Sparte Industrie

Trilog-Einigung zur EU-Verpackungsverordnung

Informationen der Bundessparte Industrie

Lesedauer: 4 Minuten

18.03.2024

Die Verhandler des EU-Parlaments und des Rats haben sich nach zähem Ringen Anfang März auf einen Kompromiss zur EU-VerpackungsVO geeinigt. 

Ende 2022 hat die Kommission neue Regelungen für Verpackungen und Verpackungsabfälle vorgestellt. Anders als bisher (Richtlinie) sollten Verpackungen nun über eine in den Mitgliedsstaaten direkt anwendbare EU-Verordnung (Packaging and Packaging Waste Regulation – PPWR) geregelt werden.

Endgültige Beschlussfassung noch nicht fix

Der Entwurf zu dieser neuen Verordnung war eines der meistdiskutierten und meistlobbyierten Dossiers der letzten Jahre. Die nun erzielte Trilog-Einigung ist zwar ein wesentlicher Schritt zum Abschluss des Dossiers, aber völlig in trockenen Tüchern scheint die Sache noch nicht zu sein. So nahm etwa die Kommission die politische Einigung im Rahmen des Trilogs zwischen den Ko-Gesetzgebungsorganen nur zur Kenntnis, unterstützen wollte sie diese allerdings nicht. Es besteht also theoretisch die Möglichkeit, dass die Kommission, solange der Rat keine erste Lesungs-Position verabschiedet, ihren Legislativvorschlag zurückzieht. Falls das nicht passiert, müsste die Einigung jedenfalls vor Inkrafttreten noch formell von Parlament und Rat gebilligt werden – auch hier ist aus heutiger Sicht noch nicht sicher, ob die notwendigen Beschlüsse die erforderlichen Mehrheiten finden werden.

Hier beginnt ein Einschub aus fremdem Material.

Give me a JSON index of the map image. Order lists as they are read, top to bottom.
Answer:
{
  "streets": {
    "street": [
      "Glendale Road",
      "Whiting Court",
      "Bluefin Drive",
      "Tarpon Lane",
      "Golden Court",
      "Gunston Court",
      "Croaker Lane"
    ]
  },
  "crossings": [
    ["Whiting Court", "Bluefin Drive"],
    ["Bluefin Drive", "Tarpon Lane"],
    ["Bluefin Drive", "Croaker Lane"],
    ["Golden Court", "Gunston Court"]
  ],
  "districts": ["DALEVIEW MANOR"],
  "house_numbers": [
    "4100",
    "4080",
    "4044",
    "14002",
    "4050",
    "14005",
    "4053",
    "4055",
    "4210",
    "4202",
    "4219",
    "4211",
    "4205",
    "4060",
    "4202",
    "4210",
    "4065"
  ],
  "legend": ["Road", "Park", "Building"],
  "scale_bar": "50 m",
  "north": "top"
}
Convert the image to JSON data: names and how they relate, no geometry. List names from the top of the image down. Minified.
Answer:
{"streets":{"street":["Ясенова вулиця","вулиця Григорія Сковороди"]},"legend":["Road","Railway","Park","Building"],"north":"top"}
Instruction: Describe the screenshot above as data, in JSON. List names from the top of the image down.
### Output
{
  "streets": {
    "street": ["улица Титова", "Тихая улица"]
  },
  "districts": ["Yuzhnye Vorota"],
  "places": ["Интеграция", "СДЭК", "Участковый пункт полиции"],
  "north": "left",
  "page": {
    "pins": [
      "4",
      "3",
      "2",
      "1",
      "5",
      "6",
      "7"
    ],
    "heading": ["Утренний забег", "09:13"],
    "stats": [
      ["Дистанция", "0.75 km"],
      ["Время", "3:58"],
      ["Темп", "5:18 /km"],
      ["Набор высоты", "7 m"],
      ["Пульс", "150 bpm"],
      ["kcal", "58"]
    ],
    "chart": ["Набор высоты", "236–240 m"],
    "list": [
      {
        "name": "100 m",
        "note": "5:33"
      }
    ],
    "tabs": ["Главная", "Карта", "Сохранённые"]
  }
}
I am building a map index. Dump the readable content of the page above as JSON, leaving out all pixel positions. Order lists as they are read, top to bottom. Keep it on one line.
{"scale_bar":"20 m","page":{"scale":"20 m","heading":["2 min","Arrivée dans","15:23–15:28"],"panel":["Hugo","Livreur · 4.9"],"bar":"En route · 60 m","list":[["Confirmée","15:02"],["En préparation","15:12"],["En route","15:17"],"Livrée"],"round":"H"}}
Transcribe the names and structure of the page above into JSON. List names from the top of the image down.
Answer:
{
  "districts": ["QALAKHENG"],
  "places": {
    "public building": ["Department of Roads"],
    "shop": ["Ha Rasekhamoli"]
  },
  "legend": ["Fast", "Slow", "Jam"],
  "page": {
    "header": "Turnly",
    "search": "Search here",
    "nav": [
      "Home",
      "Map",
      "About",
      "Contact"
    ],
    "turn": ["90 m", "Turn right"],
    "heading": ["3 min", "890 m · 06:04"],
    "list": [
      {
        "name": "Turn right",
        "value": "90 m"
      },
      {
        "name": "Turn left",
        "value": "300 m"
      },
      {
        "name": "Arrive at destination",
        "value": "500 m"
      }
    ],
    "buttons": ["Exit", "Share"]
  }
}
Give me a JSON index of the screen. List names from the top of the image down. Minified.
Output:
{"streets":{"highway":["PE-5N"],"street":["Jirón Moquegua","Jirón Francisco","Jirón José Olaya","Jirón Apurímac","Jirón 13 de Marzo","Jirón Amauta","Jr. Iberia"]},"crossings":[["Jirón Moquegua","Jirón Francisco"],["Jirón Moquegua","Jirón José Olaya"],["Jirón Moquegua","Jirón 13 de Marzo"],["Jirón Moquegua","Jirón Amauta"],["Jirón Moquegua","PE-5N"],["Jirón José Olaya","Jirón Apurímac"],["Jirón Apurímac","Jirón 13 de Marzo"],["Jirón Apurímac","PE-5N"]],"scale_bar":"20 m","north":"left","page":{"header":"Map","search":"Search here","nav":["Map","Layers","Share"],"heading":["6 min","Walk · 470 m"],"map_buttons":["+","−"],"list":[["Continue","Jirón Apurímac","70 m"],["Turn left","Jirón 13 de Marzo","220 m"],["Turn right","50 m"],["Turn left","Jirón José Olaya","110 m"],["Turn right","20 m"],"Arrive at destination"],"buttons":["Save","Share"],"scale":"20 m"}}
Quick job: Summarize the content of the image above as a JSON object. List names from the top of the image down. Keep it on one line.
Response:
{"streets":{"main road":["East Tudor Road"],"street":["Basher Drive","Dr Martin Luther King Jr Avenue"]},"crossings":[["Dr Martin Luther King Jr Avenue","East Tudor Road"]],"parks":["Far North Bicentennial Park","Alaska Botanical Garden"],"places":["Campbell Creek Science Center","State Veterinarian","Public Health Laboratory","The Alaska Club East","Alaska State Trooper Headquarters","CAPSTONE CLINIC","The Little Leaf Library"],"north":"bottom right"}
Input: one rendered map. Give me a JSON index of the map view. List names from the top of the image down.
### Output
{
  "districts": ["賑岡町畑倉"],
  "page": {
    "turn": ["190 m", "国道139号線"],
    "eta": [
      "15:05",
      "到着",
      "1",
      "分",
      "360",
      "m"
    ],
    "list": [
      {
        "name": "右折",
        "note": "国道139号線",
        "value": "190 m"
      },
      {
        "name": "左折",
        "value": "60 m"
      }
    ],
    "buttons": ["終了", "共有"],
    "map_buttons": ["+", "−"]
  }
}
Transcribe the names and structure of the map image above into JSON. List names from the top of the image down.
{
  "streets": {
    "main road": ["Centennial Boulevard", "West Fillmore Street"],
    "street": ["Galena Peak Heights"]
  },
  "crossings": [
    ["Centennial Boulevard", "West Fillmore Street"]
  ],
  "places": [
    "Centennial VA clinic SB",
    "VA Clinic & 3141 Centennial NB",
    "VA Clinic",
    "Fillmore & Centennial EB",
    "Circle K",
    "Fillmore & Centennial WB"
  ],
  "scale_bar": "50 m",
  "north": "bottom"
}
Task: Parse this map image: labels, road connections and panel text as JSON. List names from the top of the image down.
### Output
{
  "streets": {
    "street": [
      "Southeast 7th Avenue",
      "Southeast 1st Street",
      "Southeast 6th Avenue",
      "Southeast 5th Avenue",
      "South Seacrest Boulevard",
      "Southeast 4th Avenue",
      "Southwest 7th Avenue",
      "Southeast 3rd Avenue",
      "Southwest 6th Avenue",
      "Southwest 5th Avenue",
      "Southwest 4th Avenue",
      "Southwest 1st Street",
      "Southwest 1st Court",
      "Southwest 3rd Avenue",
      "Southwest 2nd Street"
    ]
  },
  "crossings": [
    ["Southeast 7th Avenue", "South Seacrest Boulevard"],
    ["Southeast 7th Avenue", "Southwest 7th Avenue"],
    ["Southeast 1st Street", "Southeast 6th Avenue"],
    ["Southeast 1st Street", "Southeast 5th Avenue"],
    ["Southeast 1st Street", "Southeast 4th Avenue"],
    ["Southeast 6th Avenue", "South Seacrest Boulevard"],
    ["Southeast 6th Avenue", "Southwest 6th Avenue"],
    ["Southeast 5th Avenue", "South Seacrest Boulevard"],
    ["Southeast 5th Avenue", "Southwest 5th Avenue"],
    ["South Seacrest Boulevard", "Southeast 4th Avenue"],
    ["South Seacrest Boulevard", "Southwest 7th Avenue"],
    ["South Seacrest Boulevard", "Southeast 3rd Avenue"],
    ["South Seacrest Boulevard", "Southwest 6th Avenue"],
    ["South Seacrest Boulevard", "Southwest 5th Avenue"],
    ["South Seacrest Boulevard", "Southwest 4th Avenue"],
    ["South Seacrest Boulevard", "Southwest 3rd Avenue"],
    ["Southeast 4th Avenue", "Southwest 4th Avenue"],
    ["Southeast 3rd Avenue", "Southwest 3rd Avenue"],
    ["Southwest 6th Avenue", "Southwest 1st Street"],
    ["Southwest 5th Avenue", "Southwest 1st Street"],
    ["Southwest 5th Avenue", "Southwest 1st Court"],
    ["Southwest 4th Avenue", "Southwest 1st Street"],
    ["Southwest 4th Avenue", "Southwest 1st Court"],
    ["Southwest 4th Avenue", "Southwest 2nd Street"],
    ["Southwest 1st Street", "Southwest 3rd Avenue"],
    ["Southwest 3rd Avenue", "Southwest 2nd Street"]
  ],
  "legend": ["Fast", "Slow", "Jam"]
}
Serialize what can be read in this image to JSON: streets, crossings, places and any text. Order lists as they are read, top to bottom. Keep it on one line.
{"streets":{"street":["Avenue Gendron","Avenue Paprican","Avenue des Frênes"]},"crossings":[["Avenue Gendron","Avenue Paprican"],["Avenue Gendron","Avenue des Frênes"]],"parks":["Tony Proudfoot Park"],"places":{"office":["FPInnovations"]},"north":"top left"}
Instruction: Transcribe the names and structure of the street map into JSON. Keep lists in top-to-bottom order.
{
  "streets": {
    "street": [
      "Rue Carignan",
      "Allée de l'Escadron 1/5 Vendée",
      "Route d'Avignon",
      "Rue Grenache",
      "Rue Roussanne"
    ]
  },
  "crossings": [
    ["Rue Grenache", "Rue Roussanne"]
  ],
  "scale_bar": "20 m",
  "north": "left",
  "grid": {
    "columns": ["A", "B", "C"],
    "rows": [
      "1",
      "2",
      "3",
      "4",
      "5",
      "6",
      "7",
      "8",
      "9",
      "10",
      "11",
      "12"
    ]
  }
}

Der offizielle Text der Trilog-Einigung liegt derzeit noch nicht vor, wesentliche Eckpunkte sind jedoch folgende:

In der PPWR wird der gesamte Lebenszyklus von Verpackungen berücksichtigt. Sie legt Anforderungen fest, um sicherzustellen, dass Verpackungen sicher und nachhaltig sind, und verlangt, dass alle Verpackungen wiederverwertbar sind und dass das Vorhandensein bedenklicher Stoffe („forever chemicals“, PFAS) auf ein Minimum reduziert wird. Außerdem werden Anforderungen an die Harmonisierung der Kennzeichnung festgelegt, um die Information der Verbraucher zu verbessern. Im Einklang mit der Abfallhierarchie zielt der Vorschlag darauf ab, das Aufkommen von Verpackungsabfällen erheblich zu verringern, indem verbindliche Ziele für die Wiederverwendung festgelegt, bestimmte Arten von Einwegverpackungen eingeschränkt und die Wirtschaftsteilnehmer verpflichtet werden, die verwendeten Verpackungen zu minimieren.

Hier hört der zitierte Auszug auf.